[How to complete this task]
Check every line of the data for the word "anchor", and copy those that have it.
Start of Extracted information
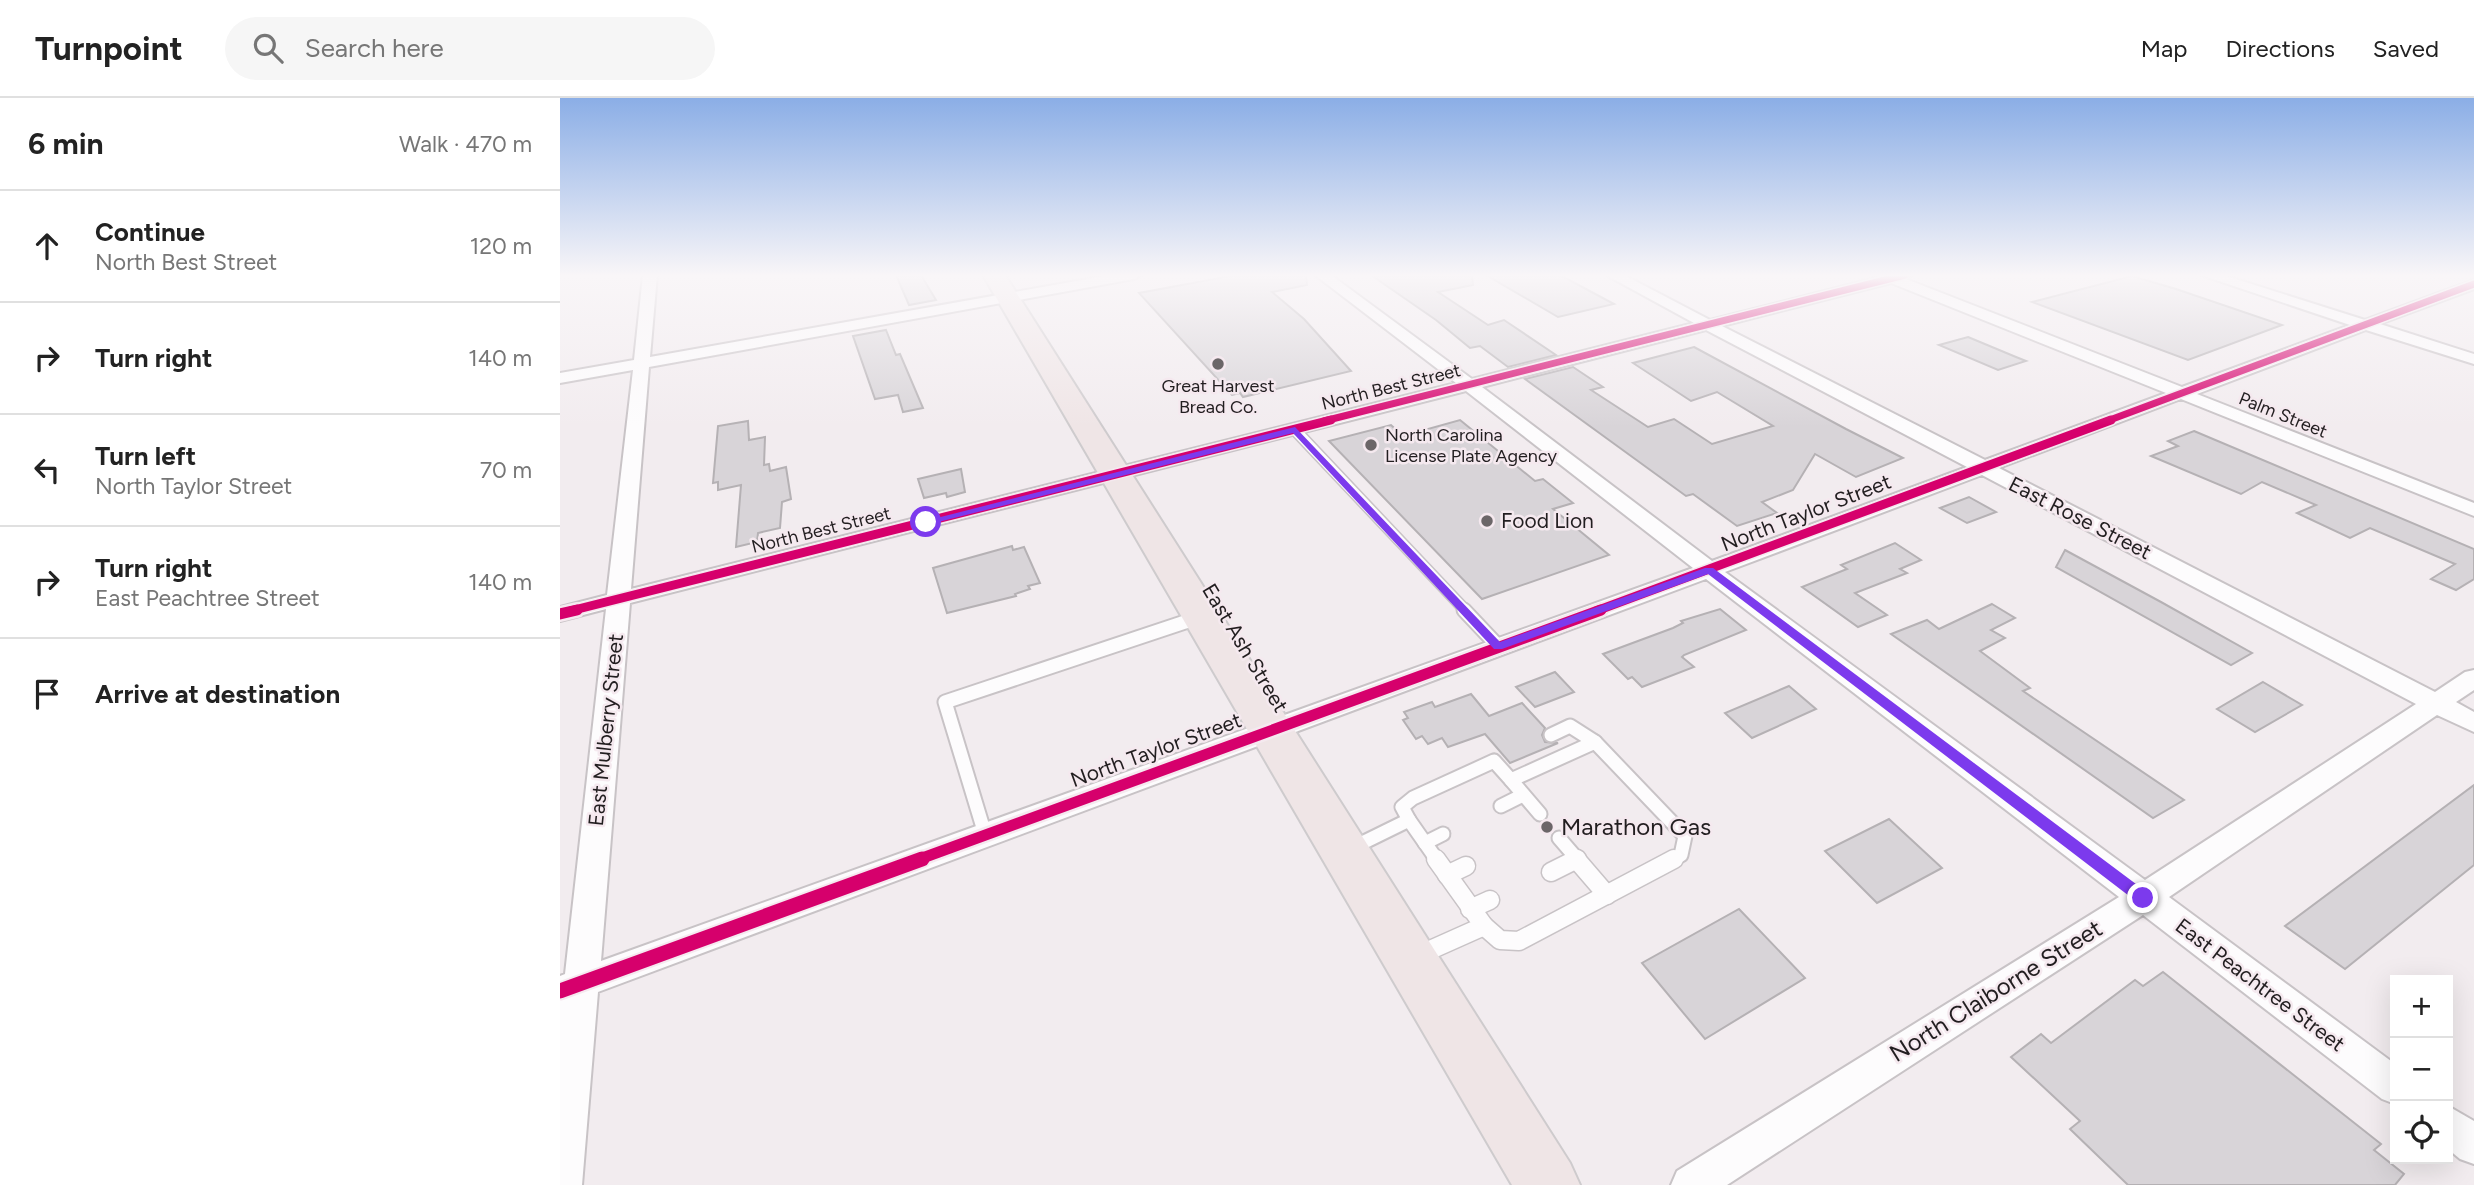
<!DOCTYPE html>
<meta charset="utf-8">
<style>
body{margin:0;font-family:Figtree,sans-serif;background:#f6f6f6;color:#222}
.controls{position:absolute;right:21px;bottom:21px;display:grid;overflow:hidden;border-radius:0px;box-shadow:0 7px 28px #0002}
.controls button{width:63px;height:63px;display:grid;place-items:center;padding:0;border:0;border-bottom:2px solid #e0e0e0;background:#fff;color:#222;font:35px sans-serif}
.stop{position:absolute;width:21px;height:21px;margin:-16px;border:5px solid #7c3aed;border-radius:50%;background:#fff}
.stop.end{background:#7c3aed;border-color:#fff;box-shadow:0 2px 7px #0008}
.list{margin:0;padding:0;list-style:none}
h2{display:flex;justify-content:space-between;align-items:center;height:91px;margin:0;padding:0 28px;font-size:30px}
h2 small{font-size:23px;font-weight:400;color:#767676}
.list li{display:grid;grid-template-columns:46px 1fr auto;gap:21px;align-items:center;box-sizing:border-box;height:112px;padding:0 28px;border-top:2px solid #e0e0e0}
.list b{display:block;font-size:26px;white-space:nowrap}
.list p{margin:0;font-size:23px;white-space:nowrap;color:#767676}
.list em{font-size:23px;font-style:normal;color:#767676}
.icon{flex:none;width:38px;height:38px;fill:none;stroke:currentColor;stroke-width:2;stroke-linecap:round;stroke-linejoin:round}
.map{position:relative;flex:none;width:1914px;height:1087px;overflow:hidden}
header{display:flex;align-items:center;gap:42px;box-sizing:border-box;height:98px;padding:0 35px;background:#fff;border-bottom:2px solid #e0e0e0}
header strong{font-size:33px}
nav{display:flex;gap:38px;margin-inline-start:auto;font-size:24px}
.search{width:490px;height:63px;background:#f6f6f6;display:flex;align-items:center;gap:18px;box-sizing:border-box;padding:0 24px;border-radius:38px;color:#767676;font-size:26px}
main{display:flex}
aside{flex:1;background:#fff}
.map>svg:first-child{display:block}
.building{fill:#d8d4d8;stroke:#b5b1b4;stroke-width:2}
.lines{fill:none;stroke-linecap:round;stroke-linejoin:round}
.lane-far2-casing{stroke:#c8c3c6;stroke-width:13}
.lane-far1-casing{stroke:#c8c3c6;stroke-width:17}
.lane-casing{stroke:#c8c3c6;stroke-width:21}
.street-casing{stroke:#c8c3c6;stroke-width:4}
.primary-casing{stroke:#cecbcd;stroke-width:4}
.lane-far2{stroke:#fdfcfd;stroke-width:10}
.lane-far1{stroke:#fdfcfd;stroke-width:13}
.lane{stroke:#fdfcfd;stroke-width:18}
.street{fill:#fdfcfd;fill-rule:evenodd}
.primary{fill:#efe5e6;fill-rule:evenodd}
.cycleway-far3-casing{stroke:#f5e9ef;stroke-width:10}
.cycleway-far2-casing{stroke:#f5e9ef;stroke-width:12}
.cycleway-far1-casing{stroke:#f5e9ef;stroke-width:16}
.cycleway-casing{stroke:#f5e9ef;stroke-width:19}
.cycleway-far3{stroke:#d6006c;stroke-width:7}
.cycleway-far2{stroke:#d6006c;stroke-width:9}
.cycleway-far1{stroke:#d6006c;stroke-width:11}
.cycleway{stroke:#d6006c;stroke-width:15}
.route{fill:#7c3aed}
.poi-dot{fill:#6b6668;stroke:#f5e9ef;stroke-width:2.5}
.labels{text-anchor:middle;stroke-width:5;stroke-linejoin:round;paint-order:stroke}
.far-poi-label{font-size:18px;fill:#221e20;stroke:#f5e9ef}
.far-street-label{font-size:18px;fill:#221e20;stroke:#f5e9ef}
.street-label{font-size:21px;fill:#221e20;stroke:#f5e9ef}
.poi-label{font-size:21px;fill:#221e20;stroke:#f5e9ef;text-anchor:start}
.near-poi-label{font-size:24px;fill:#221e20;stroke:#f5e9ef;text-anchor:start}
.near-street-label{font-size:24px;fill:#221e20;stroke:#f5e9ef}
</style>
<header>
<strong>Turnpoint</strong>
<div class="search"><svg class="icon" aria-label="search" viewBox="0 0 24 24"><circle cx="10" cy="10" r="6"/><path d="M15 15l6 6"/></svg>Search here</div>
<nav><a>Map</a><a>Directions</a><a>Saved</a></nav>
</header>
<main>
<aside>
<h2>6 min<small>Walk · 470 m</small></h2>
<ul class="list">
<li><svg class="icon" aria-label="ahead" viewBox="0 0 24 24"><path d="M12 20V5M6 11l6-6 6 6"/></svg><div><b>Continue</b><p>North Best Street</p></div><em>120 m</em></li>
<li><svg class="icon" aria-label="right" viewBox="0 0 24 24"><path d="M7 20v-9h11M14 6l5 5-5 5"/></svg><div><b>Turn right</b></div><em>140 m</em></li>
<li><svg class="icon" aria-label="left" viewBox="0 0 24 24"><path d="M17 20v-9H6M10 6l-5 5 5 5"/></svg><div><b>Turn left</b><p>North Taylor Street</p></div><em>70 m</em></li>
<li><svg class="icon" aria-label="right" viewBox="0 0 24 24"><path d="M7 20v-9h11M14 6l5 5-5 5"/></svg><div><b>Turn right</b><p>East Peachtree Street</p></div><em>140 m</em></li>
<li><svg class="icon" aria-label="arrive" viewBox="0 0 24 24"><path d="M6 21V4h12l-3 4 3 4H6"/></svg><div><b>Arrive at destination</b></div></li>
</ul>
</aside>
<div class="map">
<svg width="1914" height="1087" viewBox="0 0 1914 1087">
<rect width="100%" height="100%" fill="#f2ecef"/>
<!-- building -->
<g class="building">
<polygon points="336,177 361,177 376,202 349,207"/>
<polygon points="676,177 746,177 747,187 712,194 744,221 791,273 683,299 680,295 672,297 579,195"/>
<polygon points="811,177 912,177 913,187 878,194 928,227 944,222 996,257 948,269 920,248 910,250 876,222"/>
<polygon points="926,177 1000,177 1054,206 998,219"/>
<polygon points="1572,178 1616,191 1722,227 1628,262 1472,204"/>
<polygon points="326,232 336,257 340,256 363,310 343,314 338,297 315,301 293,238"/>
<polygon points="1408,239 1456,259 1466,263 1438,272 1379,247"/>
<polygon points="1134,249 1286,331 1343,360 1296,379 1255,356 1233,392 1202,404 1217,415 1177,428 1133,396 1126,398 965,281 1013,269 1043,289 1031,292 1088,329 1114,321 1152,346 1213,328 1157,294 1131,303 1073,265"/>
<polygon points="900,322 975,383 983,381 1013,405 993,411 1049,457 922,501 769,343 831,327 843,338"/>
<polygon points="188,323 189,342 205,339 204,367 209,366 210,373 226,369 231,401 222,404 220,430 198,435 197,444 176,449 181,387 158,392 158,384 153,385 158,328"/>
<polygon points="1634,333 1914,451 1914,481 1896,492 1871,481 1895,466 1810,430 1790,440 1737,415 1756,407 1702,384 1681,396 1591,358 1618,348 1608,343"/>
<polygon points="401,371 405,394 387,399 386,395 364,400 358,381"/>
<polygon points="1409,399 1436,414 1407,425 1380,410"/>
<polygon points="1335,445 1361,462 1340,471 1347,475 1295,495 1327,517 1298,529 1242,489 1287,471 1281,467"/>
<polygon points="452,448 453,452 464,449 480,485 468,488 470,491 455,496 456,498 387,515 373,470"/>
<polygon points="1505,452 1601,504 1692,555 1671,567 1496,469"/>
<polygon points="1432,506 1455,520 1431,532 1445,540 1420,553 1470,590 1463,593 1624,702 1593,720 1331,536 1367,522 1379,531"/>
<polygon points="1160,511 1186,532 1124,557 1122,559 1134,569 1082,589 1072,579 1068,581 1043,556 1113,530 1123,525 1121,523"/>
<polygon points="995,574 1014,594 975,609 956,589"/>
<polygon points="1703,584 1742,607 1695,634 1657,611"/>
<polygon points="1229,588 1256,611 1192,640 1165,615"/>
<polygon points="911,596 929,618 962,605 985,630 982,637 985,644 998,645 950,665 925,636 888,649 882,640 868,646 862,638 856,641 843,622 848,620 844,614 872,604 875,609"/>
<polygon points="1914,687 1914,767 1785,871 1725,828"/>
<polygon points="1329,721 1382,770 1317,805 1265,753"/>
<polygon points="1179,811 1245,880 1145,941 1082,865"/>
<polygon points="1603,874 1821,1046 1814,1052 1844,1076 1835,1087 1568,1087 1510,1031 1520,1023 1451,959 1481,936 1491,945 1575,882 1583,888"/>
</g>
<g class="lines">
<!-- lane-far2 casing -->
<g class="lane-far2-casing">
<polyline id="lane-far2" points="735,332 906,513"/>
</g>
<!-- lane-far1 casing -->
<g class="lane-far1-casing">
<g id="lane-far1">
<polyline points="904,512 938,548"/>
<polyline points="991,637 1010,628 1035,644"/>
<polyline points="951,682 980,716"/>
<polyline points="941,708 963,697"/>
<polyline points="849,722 842,709 853,700 934,663 951,682 1035,644 1125,738 1121,757 1111,762"/>
<polyline points="425,736 385,604 640,519"/>
<polyline points="999,740 1018,762"/>
<polyline points="865,745 883,736"/>
<polyline points="792,750 849,722 877,762"/>
<polyline points="1014,762 1017,761"/>
</g>
</g>
<!-- lane casing -->
<g class="lane-casing">
<g id="lane">
<polyline points="1016,761 1047,797"/>
<polyline points="991,774 1017,761"/>
<polyline points="887,777 906,768"/>
<polyline points="910,811 930,802"/>
<polyline points="924,828 940,842 959,843 1114,761"/>
<polyline points="859,857 924,828 876,761"/>
</g>
</g>
<!-- street casing -->
<g class="street-casing">
<g id="street">
<path d="M83 177H97L90 259 550 177H581L574 181 89 269 71 491 896 285 755 177H771L912 281 1134 225 1046 177H1064L1150 222 1319 179 1317 177H1352L1346 181 1622 289 1790 227 1641 177H1663L1805 222 1914 182V191L1820 226 1914 256V266L1806 232 1637 296 1914 405V418L1621 301 1439 370 1875 594 1905 574 1914 572V592L1896 604 1914 614V634L1877 617 1609 799 1835 966V1006L1822 1001 1583 817 1167 1087H1111L1117 1073 1559 799 1146 481 38 894 22 1087H0V878L5 876 46 511 0 523V509L47 497 73 272 0 285V275L74 262ZM1331 185 1606 295 1425 362 1162 228ZM1146 232 1407 369 1152 463 922 289ZM906 293 1133 470 41 863 70 505ZM1422 377 1856 606 1585 782 1165 474Z"/>
<polygon points="1888,1008 1914,1023 1914,1066 1900,1061 1888,1051"/>
</g>
</g>
<!-- primary casing -->
<g class="primary-casing">
<polygon id="primary" points="423,177 445,177 1010,1065 1020,1087 952,1087"/>
</g>
<!-- lane-far2 -->
<use href="#lane-far2" class="lane-far2"/>
<!-- lane-far1 -->
<use href="#lane-far1" class="lane-far1"/>
<!-- lane -->
<use href="#lane" class="lane"/>
<!-- street -->
<use href="#street" class="street"/>
<!-- primary -->
<use href="#primary" class="primary"/>
<!-- cycleway-far3 casing -->
<g class="cycleway-far3-casing">
<g id="cycleway-far3">
<polyline points="764,323 1345,177"/>
<polyline points="1547,323 1914,186"/>
</g>
</g>
<!-- cycleway-far2 casing -->
<g class="cycleway-far2-casing">
<g id="cycleway-far2">
<polyline points="10,513 771,322"/>
<polyline points="1036,513 1551,322"/>
</g>
</g>
<!-- cycleway-far1 casing -->
<g class="cycleway-far1-casing">
<g id="cycleway-far1">
<polyline points="0,516 17,512"/>
<polyline points="357,762 1041,512"/>
</g>
</g>
<!-- cycleway casing -->
<g class="cycleway-casing">
<polyline id="cycleway" points="0,893 362,761"/>
</g>
<!-- cycleway-far3 -->
<use href="#cycleway-far3" class="cycleway-far3"/>
<!-- cycleway-far2 -->
<use href="#cycleway-far2" class="cycleway-far2"/>
<!-- cycleway-far1 -->
<use href="#cycleway-far1" class="cycleway-far1"/>
<!-- cycleway -->
<use href="#cycleway" class="cycleway"/>
</g>
<!-- sky -->
<linearGradient id="sky" x2="0" y2="1"><stop stop-color="#8baee6"/><stop offset="0.54" stop-color="#f9f6f8"/><stop offset="1" stop-color="#f9f6f8" stop-opacity="0"/></linearGradient>
<rect width="1914" height="329" fill="url(#sky)"/>
<!-- route -->
<polygon class="route" points="735,329 940,544 1145,470 1153,470 1588,795 1590,800 1588,804 1577,804 1148,476 942,551 934,551 733,335 366,427 361,424"/>
<!-- markers -->
<g class="poi-dot">
<circle cx="658" cy="266" r="7"/>
<circle cx="811" cy="347" r="7"/>
<circle cx="927" cy="423" r="7"/>
<circle cx="987" cy="729" r="7"/>
</g>
<g class="labels">
<!-- far-poi labels -->
<g class="far-poi-label">
<text x="658" y="294">Great Harvest<tspan x="658" dy="21">Bread Co.</tspan></text>
<text x="825" y="343" text-anchor="start">North Carolina<tspan x="825" dy="21">License Plate Agency</tspan></text>
</g>
<!-- far-street labels -->
<g class="far-street-label">
<text transform="translate(831 289) rotate(-14)" y="6">North Best Street</text>
<text transform="translate(1723 317) rotate(22)" y="6">Palm Street</text>
<text transform="translate(261 432) rotate(-14)" y="6">North Best Street</text>
</g>
<!-- street labels -->
<g class="street-label">
<text transform="translate(1246 415) rotate(-21)" y="7">North Taylor Street</text>
<text transform="translate(1520 420) rotate(27)" y="7">East Rose Street</text>
<text transform="translate(685 550) rotate(59)" y="7">East Ash Street</text>
<text transform="translate(46 632) rotate(-84)" y="7">East Mulberry Street</text>
<text transform="translate(596 652) rotate(-20)" y="7">North Taylor Street</text>
<text transform="translate(1700 887) rotate(37)" y="7">East Peachtree Street</text>
</g>
<!-- poi labels -->
<g class="poi-label">
<text x="941" y="430">Food Lion</text>
</g>
<!-- near-poi labels -->
<g class="near-poi-label">
<text x="1001" y="737">Marathon Gas</text>
</g>
<!-- near-street labels -->
<g class="near-street-label">
<text transform="translate(1436 893) rotate(-32)" y="8">North Claiborne Street</text>
</g>
</g>
</svg>
<div class="controls">
<button>+</button>
<button>−</button>
<button><svg class="icon" aria-label="locate" viewBox="0 0 24 24"><circle cx="12" cy="12" r="6"/><path d="M12 2v4M12 18v4M2 12h4M18 12h4"/></svg></button>
</div>
<div class="stop" style="left:366px;top:424px"></div>
<div class="stop end" style="left:1583px;top:800px"></div>
</div>
</main>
End of Extracted information
[Answer to this task]
.labels{text-anchor:middle;stroke-width:5;stroke-linejoin:round;paint-order:stroke}
.poi-label{font-size:21px;fill:#221e20;stroke:#f5e9ef;text-anchor:start}
.near-poi-label{font-size:24px;fill:#221e20;stroke:#f5e9ef;text-anchor:start}
<text x="825" y="343" text-anchor="start">North Carolina<tspan x="825" dy="21">License Plate Agency</tspan></text>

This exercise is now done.